*DATASET RECORDS*.
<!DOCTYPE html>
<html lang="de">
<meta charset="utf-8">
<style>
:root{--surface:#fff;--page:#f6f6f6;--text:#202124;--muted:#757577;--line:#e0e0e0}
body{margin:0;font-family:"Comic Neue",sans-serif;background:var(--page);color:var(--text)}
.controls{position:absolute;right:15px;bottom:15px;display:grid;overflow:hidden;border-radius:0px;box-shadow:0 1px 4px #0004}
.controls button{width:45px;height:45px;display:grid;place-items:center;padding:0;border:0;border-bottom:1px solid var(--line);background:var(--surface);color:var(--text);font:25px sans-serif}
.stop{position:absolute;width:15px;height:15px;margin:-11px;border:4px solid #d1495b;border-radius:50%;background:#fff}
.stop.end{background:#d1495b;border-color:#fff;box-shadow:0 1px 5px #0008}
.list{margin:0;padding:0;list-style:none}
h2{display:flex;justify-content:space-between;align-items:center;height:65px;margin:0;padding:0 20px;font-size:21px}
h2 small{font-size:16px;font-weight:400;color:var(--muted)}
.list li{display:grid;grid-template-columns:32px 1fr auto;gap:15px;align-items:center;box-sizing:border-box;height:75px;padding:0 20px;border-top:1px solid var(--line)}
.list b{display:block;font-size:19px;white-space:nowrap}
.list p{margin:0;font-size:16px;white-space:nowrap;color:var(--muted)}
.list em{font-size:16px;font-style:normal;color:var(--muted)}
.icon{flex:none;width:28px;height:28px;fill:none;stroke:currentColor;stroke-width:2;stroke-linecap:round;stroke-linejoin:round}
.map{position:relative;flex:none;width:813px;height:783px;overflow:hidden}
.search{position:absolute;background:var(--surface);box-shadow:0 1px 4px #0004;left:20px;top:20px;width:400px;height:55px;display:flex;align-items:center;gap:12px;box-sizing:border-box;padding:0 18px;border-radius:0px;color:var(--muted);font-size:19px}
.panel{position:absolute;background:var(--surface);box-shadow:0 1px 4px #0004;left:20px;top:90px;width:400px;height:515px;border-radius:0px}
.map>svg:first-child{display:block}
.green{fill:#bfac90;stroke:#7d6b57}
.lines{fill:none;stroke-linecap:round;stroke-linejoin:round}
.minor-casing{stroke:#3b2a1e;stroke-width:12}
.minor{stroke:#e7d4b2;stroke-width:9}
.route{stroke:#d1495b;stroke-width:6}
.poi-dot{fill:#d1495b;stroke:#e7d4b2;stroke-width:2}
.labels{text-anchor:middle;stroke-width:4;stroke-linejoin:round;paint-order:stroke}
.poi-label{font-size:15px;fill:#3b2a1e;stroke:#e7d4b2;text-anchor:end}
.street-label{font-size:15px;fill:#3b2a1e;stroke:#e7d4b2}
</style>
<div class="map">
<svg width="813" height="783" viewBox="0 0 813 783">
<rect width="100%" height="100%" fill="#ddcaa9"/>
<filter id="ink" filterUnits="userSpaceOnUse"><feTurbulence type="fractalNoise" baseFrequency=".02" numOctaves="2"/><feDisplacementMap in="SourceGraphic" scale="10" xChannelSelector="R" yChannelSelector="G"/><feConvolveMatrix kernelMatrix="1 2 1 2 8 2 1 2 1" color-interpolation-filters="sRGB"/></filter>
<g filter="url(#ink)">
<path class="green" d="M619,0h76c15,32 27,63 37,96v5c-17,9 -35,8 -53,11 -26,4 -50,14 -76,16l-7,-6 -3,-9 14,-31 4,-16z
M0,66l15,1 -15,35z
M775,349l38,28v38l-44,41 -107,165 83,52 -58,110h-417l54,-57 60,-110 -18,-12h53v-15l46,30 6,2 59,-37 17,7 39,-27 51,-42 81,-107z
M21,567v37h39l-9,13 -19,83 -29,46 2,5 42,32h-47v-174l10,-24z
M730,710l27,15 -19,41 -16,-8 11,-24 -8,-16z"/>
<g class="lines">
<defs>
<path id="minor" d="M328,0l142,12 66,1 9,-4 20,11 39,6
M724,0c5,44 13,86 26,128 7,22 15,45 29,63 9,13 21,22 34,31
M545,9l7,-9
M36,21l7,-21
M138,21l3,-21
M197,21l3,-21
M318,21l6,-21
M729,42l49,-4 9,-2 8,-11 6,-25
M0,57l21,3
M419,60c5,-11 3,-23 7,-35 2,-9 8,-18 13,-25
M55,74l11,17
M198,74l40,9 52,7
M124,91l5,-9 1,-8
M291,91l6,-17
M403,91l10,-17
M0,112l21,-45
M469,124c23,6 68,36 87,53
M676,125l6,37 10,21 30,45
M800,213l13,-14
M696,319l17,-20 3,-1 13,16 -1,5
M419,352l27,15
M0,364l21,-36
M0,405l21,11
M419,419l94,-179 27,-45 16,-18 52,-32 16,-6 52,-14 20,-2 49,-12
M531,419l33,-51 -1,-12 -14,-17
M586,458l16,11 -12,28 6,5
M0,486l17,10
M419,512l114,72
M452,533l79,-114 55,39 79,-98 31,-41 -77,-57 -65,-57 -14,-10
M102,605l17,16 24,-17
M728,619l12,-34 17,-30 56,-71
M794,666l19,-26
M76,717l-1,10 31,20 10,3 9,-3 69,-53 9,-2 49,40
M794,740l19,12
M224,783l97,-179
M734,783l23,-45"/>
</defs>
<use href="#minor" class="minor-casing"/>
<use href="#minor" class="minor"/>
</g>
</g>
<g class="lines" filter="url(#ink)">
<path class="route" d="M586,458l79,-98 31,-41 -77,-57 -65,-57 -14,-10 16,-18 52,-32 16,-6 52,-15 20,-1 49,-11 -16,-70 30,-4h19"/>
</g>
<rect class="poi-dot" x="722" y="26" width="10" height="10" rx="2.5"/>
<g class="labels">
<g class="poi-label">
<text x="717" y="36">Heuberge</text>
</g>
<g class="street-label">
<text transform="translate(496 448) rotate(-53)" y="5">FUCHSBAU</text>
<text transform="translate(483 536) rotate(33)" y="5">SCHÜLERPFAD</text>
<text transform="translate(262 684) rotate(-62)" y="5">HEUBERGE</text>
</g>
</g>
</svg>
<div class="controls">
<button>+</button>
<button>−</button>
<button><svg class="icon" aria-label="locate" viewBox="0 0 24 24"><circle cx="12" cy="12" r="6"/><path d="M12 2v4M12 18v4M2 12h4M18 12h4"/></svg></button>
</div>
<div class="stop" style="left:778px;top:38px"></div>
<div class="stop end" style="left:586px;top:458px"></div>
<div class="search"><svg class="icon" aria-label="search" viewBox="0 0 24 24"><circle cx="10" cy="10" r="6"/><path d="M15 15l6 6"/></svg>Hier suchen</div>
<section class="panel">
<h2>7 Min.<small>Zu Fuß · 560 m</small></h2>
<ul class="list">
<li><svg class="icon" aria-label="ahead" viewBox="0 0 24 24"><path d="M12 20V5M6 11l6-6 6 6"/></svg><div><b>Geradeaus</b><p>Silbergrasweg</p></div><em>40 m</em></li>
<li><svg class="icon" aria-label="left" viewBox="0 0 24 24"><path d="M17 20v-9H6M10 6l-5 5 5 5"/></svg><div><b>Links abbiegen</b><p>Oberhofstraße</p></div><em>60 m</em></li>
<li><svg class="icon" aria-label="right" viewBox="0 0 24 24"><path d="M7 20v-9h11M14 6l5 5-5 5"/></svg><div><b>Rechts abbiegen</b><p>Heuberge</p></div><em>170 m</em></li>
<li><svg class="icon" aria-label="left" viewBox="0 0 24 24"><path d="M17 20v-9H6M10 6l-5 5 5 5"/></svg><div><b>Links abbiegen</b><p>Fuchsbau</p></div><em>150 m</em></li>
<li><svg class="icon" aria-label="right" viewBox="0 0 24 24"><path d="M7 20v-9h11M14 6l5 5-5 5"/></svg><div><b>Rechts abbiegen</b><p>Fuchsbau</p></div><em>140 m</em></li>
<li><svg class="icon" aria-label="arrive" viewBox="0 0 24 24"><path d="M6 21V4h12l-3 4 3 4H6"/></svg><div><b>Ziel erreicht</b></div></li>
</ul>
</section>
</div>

*WORK REQUEST*.
If the string "margin" is in a line of the entries, pick that line out.

*ANSWER TO THIS TASK*.
body{margin:0;font-family:"Comic Neue",sans-serif;background:var(--page);color:var(--text)}
.stop{position:absolute;width:15px;height:15px;margin:-11px;border:4px solid #d1495b;border-radius:50%;background:#fff}
.list{margin:0;padding:0;list-style:none}
h2{display:flex;justify-content:space-between;align-items:center;height:65px;margin:0;padding:0 20px;font-size:21px}
.list p{margin:0;font-size:16px;white-space:nowrap;color:var(--muted)}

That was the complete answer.